*Work required*: Could you set down the lines from the first line of the entries below through the line with "width:22px; height:22px; translate:-50%", exactly and with no pictures?

*Material for this exercise*:

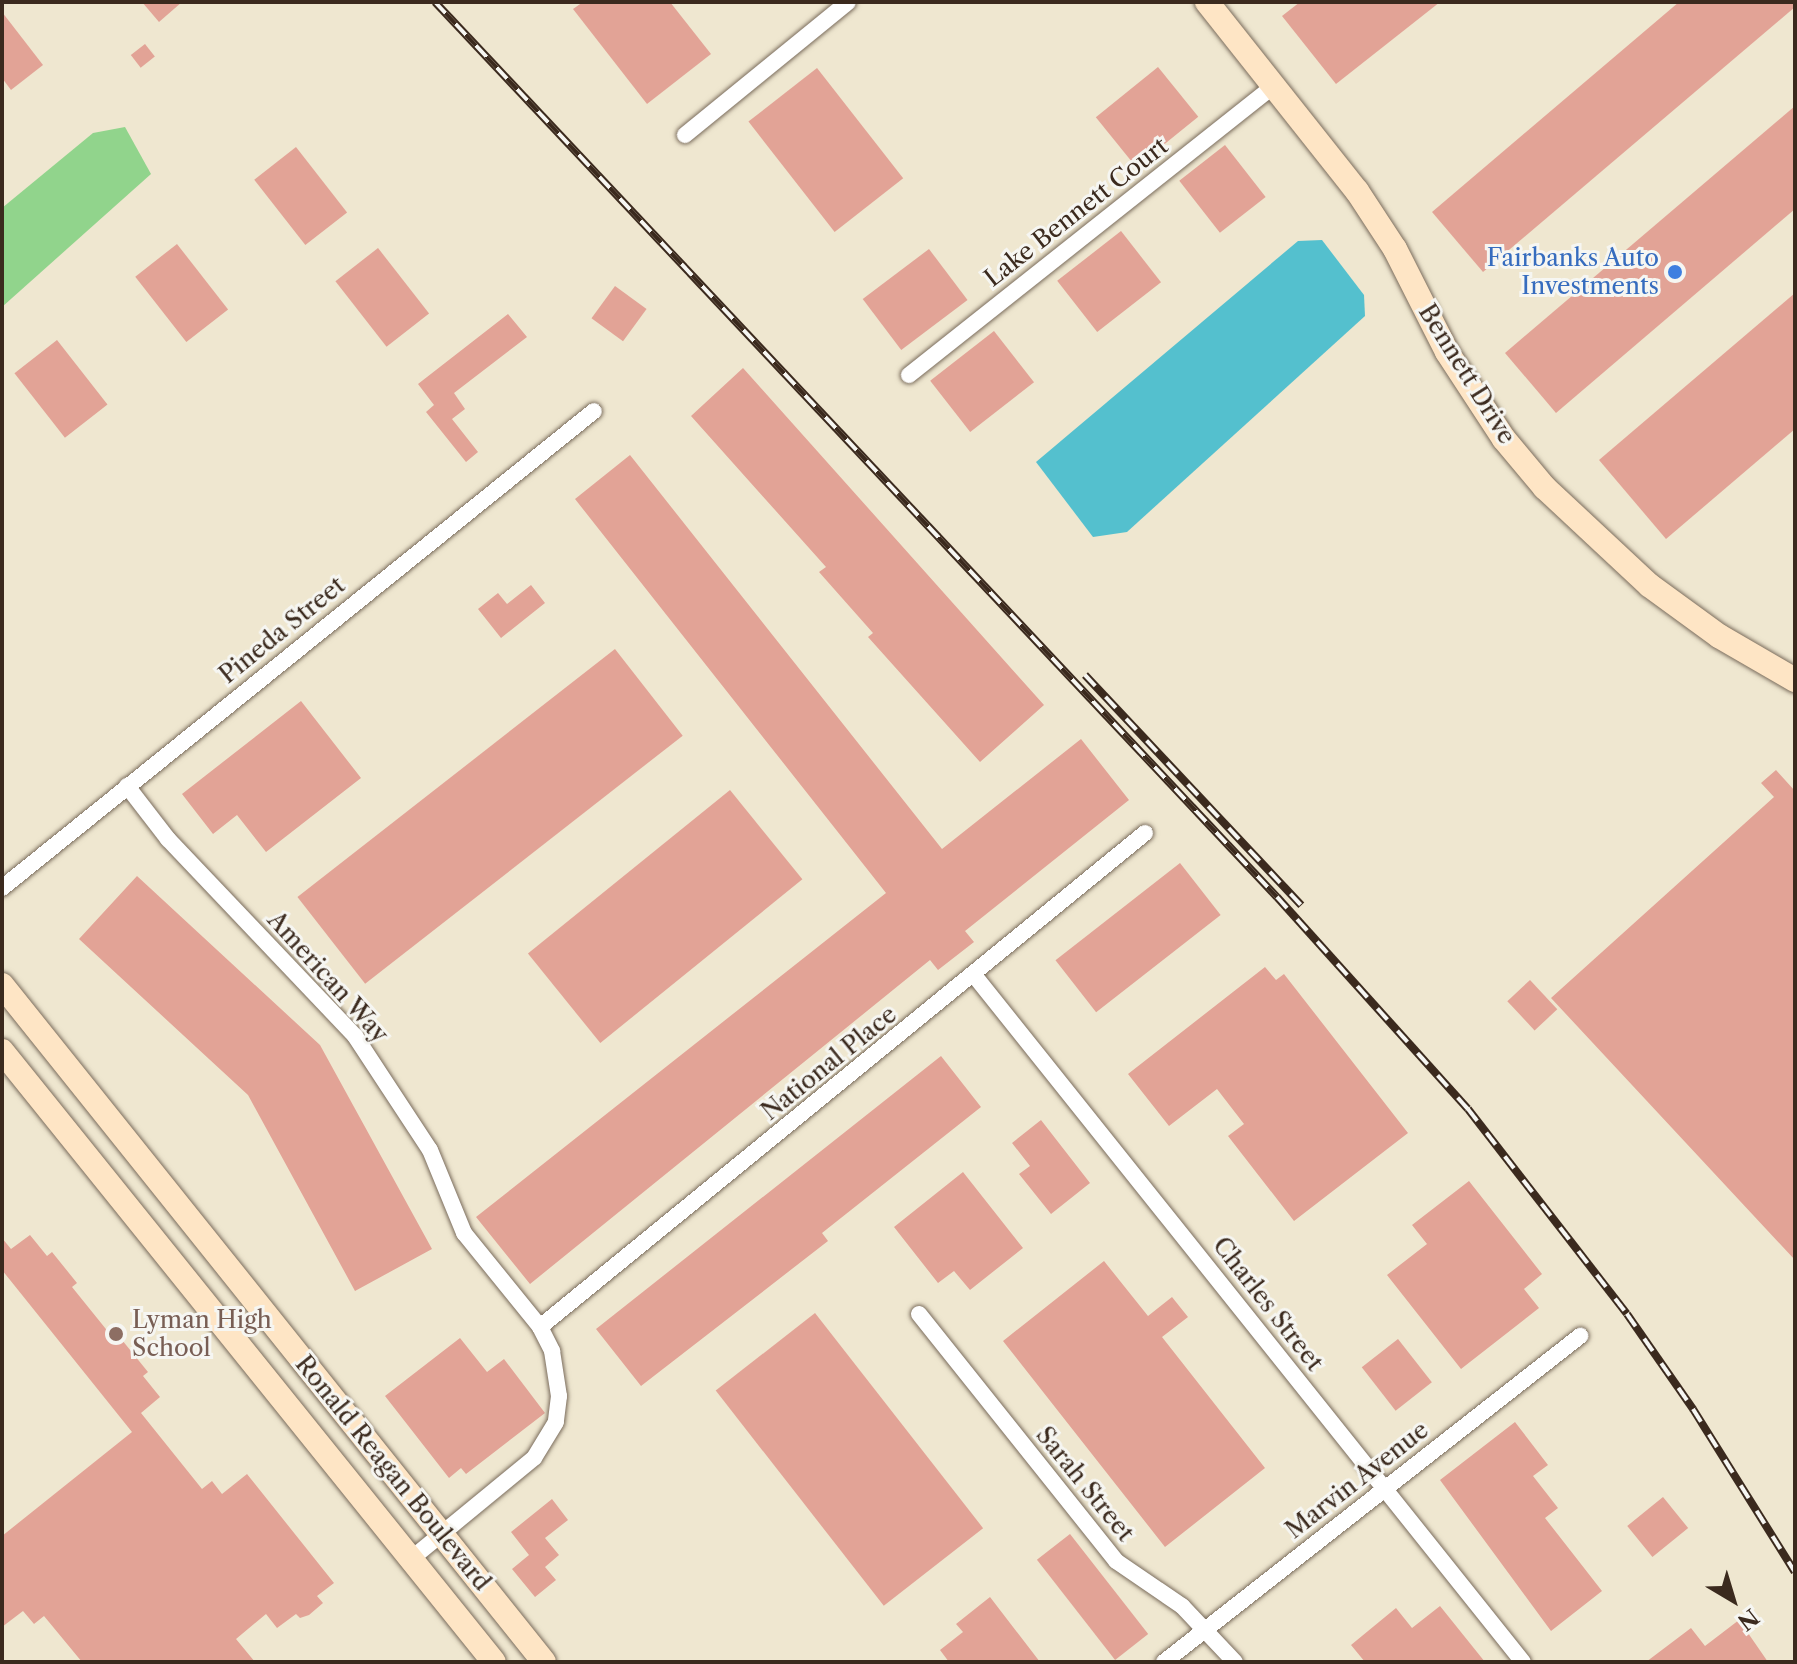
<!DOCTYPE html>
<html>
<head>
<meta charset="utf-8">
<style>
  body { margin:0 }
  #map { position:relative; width:1797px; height:1664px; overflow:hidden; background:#efe7d0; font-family:"Libre Caslon Text",serif }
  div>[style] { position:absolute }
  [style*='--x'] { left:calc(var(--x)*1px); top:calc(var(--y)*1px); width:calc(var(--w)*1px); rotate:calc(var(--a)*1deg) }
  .green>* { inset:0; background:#91d48c }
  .water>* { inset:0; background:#54c0ce }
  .building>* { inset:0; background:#e2a396; transform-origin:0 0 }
  .roads { filter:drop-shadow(0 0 2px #7a6c5c) drop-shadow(0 0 2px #7a6c5c) }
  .street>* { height:16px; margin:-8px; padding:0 8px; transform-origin:8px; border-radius:8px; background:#fff }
  .secondary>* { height:24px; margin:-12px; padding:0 12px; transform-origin:12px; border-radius:12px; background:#fee5c5 }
  .rail>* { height:8px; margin-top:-4px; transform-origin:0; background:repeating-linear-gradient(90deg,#f6f6f2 0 15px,#3b2a1e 0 30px); box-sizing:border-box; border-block:2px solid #3b2a1e }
  .dots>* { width:22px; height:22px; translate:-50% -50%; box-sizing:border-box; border:4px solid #f6f6f2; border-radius:50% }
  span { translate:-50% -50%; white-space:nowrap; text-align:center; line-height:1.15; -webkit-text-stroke:6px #f6f6f2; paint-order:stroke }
  .street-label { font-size:24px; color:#3b2a1e }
  .shop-label { font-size:24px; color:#366cbe }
  .right { translate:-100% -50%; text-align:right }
  .education-label { font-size:24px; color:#785e54 }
  .left { translate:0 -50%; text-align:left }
  .frame { position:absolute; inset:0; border:4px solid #3b2a1e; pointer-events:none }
  .north { position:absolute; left:1693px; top:1560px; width:80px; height:80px; -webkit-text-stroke:6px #f6f6f2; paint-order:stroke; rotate:142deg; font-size:22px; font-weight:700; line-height:32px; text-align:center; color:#3b2a1e }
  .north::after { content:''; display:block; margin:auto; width:28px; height:36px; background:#3b2a1e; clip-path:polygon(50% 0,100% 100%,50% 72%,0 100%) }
</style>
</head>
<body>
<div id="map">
  <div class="green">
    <div style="clip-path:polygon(125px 127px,151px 174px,2px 307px,2px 208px,93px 133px)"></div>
  </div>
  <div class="water">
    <div style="clip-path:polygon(1322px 240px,1364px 295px,1365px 316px,1127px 532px,1093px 537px,1036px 462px,1298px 241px)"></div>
  </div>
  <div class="building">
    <div style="clip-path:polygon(142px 2px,182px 2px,159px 22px)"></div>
    <div style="clip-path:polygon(583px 2px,670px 2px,711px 54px,647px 104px,573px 9px)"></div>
    <div style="clip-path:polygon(1300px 2px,1440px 2px,1336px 84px,1282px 16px)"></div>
    <div style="clip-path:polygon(1679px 2px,1795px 2px,1795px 7px,1483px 272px,1432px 212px)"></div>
    <div style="clip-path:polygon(2px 12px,43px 65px,11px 90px,2px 78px)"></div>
    <div style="left:145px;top:44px;width:16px;height:18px;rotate:52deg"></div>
    <div style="left:1158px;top:67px;width:64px;height:80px;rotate:51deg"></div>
    <div style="left:817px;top:68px;width:140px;height:87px;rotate:52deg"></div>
    <div style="clip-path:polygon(1795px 106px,1795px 209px,1556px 413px,1505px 353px)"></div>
    <div style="left:1225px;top:145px;width:66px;height:58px;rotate:52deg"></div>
    <div style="left:296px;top:147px;width:83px;height:53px;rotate:52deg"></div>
    <div style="left:1121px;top:231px;width:65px;height:81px;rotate:52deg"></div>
    <div style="left:177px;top:244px;width:83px;height:53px;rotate:52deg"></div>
    <div style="left:378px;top:248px;width:83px;height:54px;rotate:52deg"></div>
    <div style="left:929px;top:249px;width:64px;height:83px;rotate:53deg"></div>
    <div style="left:615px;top:286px;width:39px;height:40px;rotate:36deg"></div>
    <div style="clip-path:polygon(1795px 293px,1795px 429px,1666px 539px,1599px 460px)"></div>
    <div style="clip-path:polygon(508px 314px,527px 337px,454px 393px,465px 409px,452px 419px,478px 452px,466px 462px,426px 412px,434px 405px,418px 384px)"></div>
    <div style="left:994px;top:331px;width:65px;height:81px;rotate:52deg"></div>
    <div style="left:57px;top:340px;width:82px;height:54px;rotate:52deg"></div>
    <div style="clip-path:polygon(743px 368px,1044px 705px,980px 762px,868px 637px,873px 633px,819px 572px,826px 567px,691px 416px)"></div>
    <div style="clip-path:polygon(630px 455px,942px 849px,1081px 739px,1129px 800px,965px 931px,974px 942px,938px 970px,930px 960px,530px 1284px,476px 1217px,886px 893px,575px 499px)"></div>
    <div style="clip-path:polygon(531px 585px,545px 603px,501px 638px,478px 609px,498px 593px,507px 604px)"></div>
    <div style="left:615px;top:649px;width:110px;height:403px;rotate:52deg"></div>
    <div style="clip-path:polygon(301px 701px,361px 778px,266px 852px,237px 815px,213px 834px,182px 794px)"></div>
    <div style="clip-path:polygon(1776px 770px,1795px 791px,1795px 1260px,1551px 998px,1774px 797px,1761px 783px)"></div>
    <div style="left:730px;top:790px;width:115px;height:260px;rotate:51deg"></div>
    <div style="left:1180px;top:863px;width:66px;height:158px;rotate:52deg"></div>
    <div style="clip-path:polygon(137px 876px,320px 1045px,432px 1249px,355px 1291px,248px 1095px,79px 939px)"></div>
    <div style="clip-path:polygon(1265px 967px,1276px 980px,1284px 974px,1408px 1133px,1294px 1221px,1228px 1136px,1244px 1124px,1217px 1089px,1169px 1126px,1128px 1074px)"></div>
    <div style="left:1530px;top:980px;width:40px;height:31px;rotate:47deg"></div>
    <div style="clip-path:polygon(941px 1056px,981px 1107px,822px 1233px,828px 1241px,641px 1386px,596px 1329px)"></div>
    <div style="clip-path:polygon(1041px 1120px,1090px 1183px,1051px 1214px,1019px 1174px,1030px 1166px,1012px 1143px)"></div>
    <div style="clip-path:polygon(963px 1172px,1023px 1248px,970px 1290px,954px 1271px,938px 1283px,894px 1227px)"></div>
    <div style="clip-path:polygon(1469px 1181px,1542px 1274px,1524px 1289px,1539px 1308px,1461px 1369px,1387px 1275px,1427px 1244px,1412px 1225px)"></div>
    <div style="clip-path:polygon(30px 1235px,47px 1256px,52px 1252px,77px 1283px,72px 1287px,118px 1344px,122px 1340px,148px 1372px,143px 1376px,160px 1397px,141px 1413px,202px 1489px,212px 1481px,222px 1494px,247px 1474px,334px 1583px,317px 1596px,323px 1603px,309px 1615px,300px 1618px,296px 1614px,277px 1628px,266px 1614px,236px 1639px,255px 1662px,82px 1662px,44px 1616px,34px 1624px,23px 1611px,2px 1627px,2px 1536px,132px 1432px,2px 1270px,2px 1238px,11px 1249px)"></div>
    <div style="clip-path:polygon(1104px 1261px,1148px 1316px,1172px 1297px,1188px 1317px,1162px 1337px,1265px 1468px,1165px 1547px,1003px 1341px)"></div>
    <div style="left:815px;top:1313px;width:273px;height:126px;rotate:52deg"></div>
    <div style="clip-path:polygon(460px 1338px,487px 1372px,504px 1359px,545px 1413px,466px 1474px,461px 1468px,449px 1478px,385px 1396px)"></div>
    <div style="left:1398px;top:1339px;width:55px;height:46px;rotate:52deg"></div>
    <div style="clip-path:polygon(1515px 1422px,1548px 1465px,1533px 1476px,1558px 1508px,1545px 1518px,1602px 1591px,1551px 1631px,1440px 1480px)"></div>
    <div style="left:1663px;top:1497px;width:40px;height:46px;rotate:51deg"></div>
    <div style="clip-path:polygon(552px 1499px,568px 1520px,545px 1538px,559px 1555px,545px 1567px,556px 1580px,535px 1597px,512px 1569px,529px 1555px,511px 1532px)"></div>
    <div style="left:1070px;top:1534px;width:127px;height:42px;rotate:52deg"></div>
    <div style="clip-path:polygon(990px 1597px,1040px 1662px,949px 1662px,940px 1650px,963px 1632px,956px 1624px)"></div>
    <div style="clip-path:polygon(1440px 1606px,1485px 1662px,1365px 1662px,1351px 1645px,1396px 1608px,1412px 1628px)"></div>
    <div style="clip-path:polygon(1739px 1620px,1768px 1662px,1646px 1662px,1691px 1628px,1705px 1646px)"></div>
  </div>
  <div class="roads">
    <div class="street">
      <div style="--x:685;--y:135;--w:210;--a:-39.2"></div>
      <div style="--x:909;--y:375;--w:466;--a:-38.4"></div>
      <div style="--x:127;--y:786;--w:67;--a:52.3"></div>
      <div style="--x:168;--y:839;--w:272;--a:46.5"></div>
      <div style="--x:355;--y:1036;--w:136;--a:56.7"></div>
      <div style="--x:430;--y:1150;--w:90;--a:67.7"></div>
      <div style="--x:464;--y:1233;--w:121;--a:51"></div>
      <div style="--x:540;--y:1327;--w:27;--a:63"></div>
      <div style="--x:552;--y:1351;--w:46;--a:81.2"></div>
      <div style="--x:559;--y:1396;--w:26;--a:97"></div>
      <div style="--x:556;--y:1422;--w:42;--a:121.4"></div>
      <div style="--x:534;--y:1458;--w:159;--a:140.6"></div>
      <div style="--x:2;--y:888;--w:760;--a:-38.86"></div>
      <div style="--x:974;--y:975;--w:879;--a:51.37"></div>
      <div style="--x:919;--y:1314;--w:316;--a:51.4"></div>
      <div style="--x:1116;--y:1561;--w:80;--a:34.3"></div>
      <div style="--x:1182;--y:1606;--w:77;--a:46.6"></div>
      <div style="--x:540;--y:1327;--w:781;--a:-39.23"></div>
      <div style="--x:1164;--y:1662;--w:529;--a:-38.08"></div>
    </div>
    <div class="secondary">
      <div style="--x:1207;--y:2;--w:241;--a:51.6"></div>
      <div style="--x:1357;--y:191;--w:69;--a:56.8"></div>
      <div style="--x:1395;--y:249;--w:115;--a:63.2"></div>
      <div style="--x:1447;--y:352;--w:104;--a:56.8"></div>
      <div style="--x:1504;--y:439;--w:64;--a:50.1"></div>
      <div style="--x:1545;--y:488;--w:142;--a:43"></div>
      <div style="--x:1649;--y:585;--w:87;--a:36.1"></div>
      <div style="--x:1719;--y:636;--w:88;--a:30.1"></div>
      <div style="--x:2;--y:985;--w:867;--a:51.32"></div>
      <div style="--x:2;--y:1051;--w:784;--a:51.16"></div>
    </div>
  </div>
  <div class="rail">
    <div style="--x:435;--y:2;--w:1229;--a:46.75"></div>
    <div style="--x:1277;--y:897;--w:285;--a:48"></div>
    <div style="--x:1468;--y:1109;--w:259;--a:52.2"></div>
    <div style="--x:1627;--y:1314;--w:116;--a:55.2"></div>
    <div style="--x:1693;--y:1409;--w:192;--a:58"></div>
    <div style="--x:1085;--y:675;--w:316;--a:46.8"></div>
  </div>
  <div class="dots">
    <div style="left:1675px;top:272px;background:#3f7fe0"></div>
    <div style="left:116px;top:1334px;background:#8d6e63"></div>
  </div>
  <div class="street-label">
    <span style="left:1076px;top:212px;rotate:-38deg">Lake Bennett Court</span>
    <span style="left:1467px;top:374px;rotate:58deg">Bennett Drive</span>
    <span style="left:282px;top:630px;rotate:-39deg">Pineda Street</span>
    <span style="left:328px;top:977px;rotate:48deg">American Way</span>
    <span style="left:829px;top:1063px;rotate:-39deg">National Place</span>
    <span style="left:1268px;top:1304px;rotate:52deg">Charles Street</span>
    <span style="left:393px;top:1473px;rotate:51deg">Ronald Reagan Boulevard</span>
    <span style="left:1357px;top:1480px;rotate:-38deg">Marvin Avenue</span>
    <span style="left:1085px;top:1484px;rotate:51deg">Sarah Street</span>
  </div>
  <div class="shop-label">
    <span class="right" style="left:1659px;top:272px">Fairbanks Auto<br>Investments</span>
  </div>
  <div class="education-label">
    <span class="left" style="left:132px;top:1334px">Lyman High<br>School</span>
  </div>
  <div class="frame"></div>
  <div class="north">N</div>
</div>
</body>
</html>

*Task result*:
<!DOCTYPE html>
<html>
<head>
<meta charset="utf-8">
<style>
  body { margin:0 }
  #map { position:relative; width:1797px; height:1664px; overflow:hidden; background:#efe7d0; font-family:"Libre Caslon Text",serif }
  div>[style] { position:absolute }
  [style*='--x'] { left:calc(var(--x)*1px); top:calc(var(--y)*1px); width:calc(var(--w)*1px); rotate:calc(var(--a)*1deg) }
  .green>* { inset:0; background:#91d48c }
  .water>* { inset:0; background:#54c0ce }
  .building>* { inset:0; background:#e2a396; transform-origin:0 0 }
  .roads { filter:drop-shadow(0 0 2px #7a6c5c) drop-shadow(0 0 2px #7a6c5c) }
  .street>* { height:16px; margin:-8px; padding:0 8px; transform-origin:8px; border-radius:8px; background:#fff }
  .secondary>* { height:24px; margin:-12px; padding:0 12px; transform-origin:12px; border-radius:12px; background:#fee5c5 }
  .rail>* { height:8px; margin-top:-4px; transform-origin:0; background:repeating-linear-gradient(90deg,#f6f6f2 0 15px,#3b2a1e 0 30px); box-sizing:border-box; border-block:2px solid #3b2a1e }
  .dots>* { width:22px; height:22px; translate:-50% -50%; box-sizing:border-box; border:4px solid #f6f6f2; border-radius:50% }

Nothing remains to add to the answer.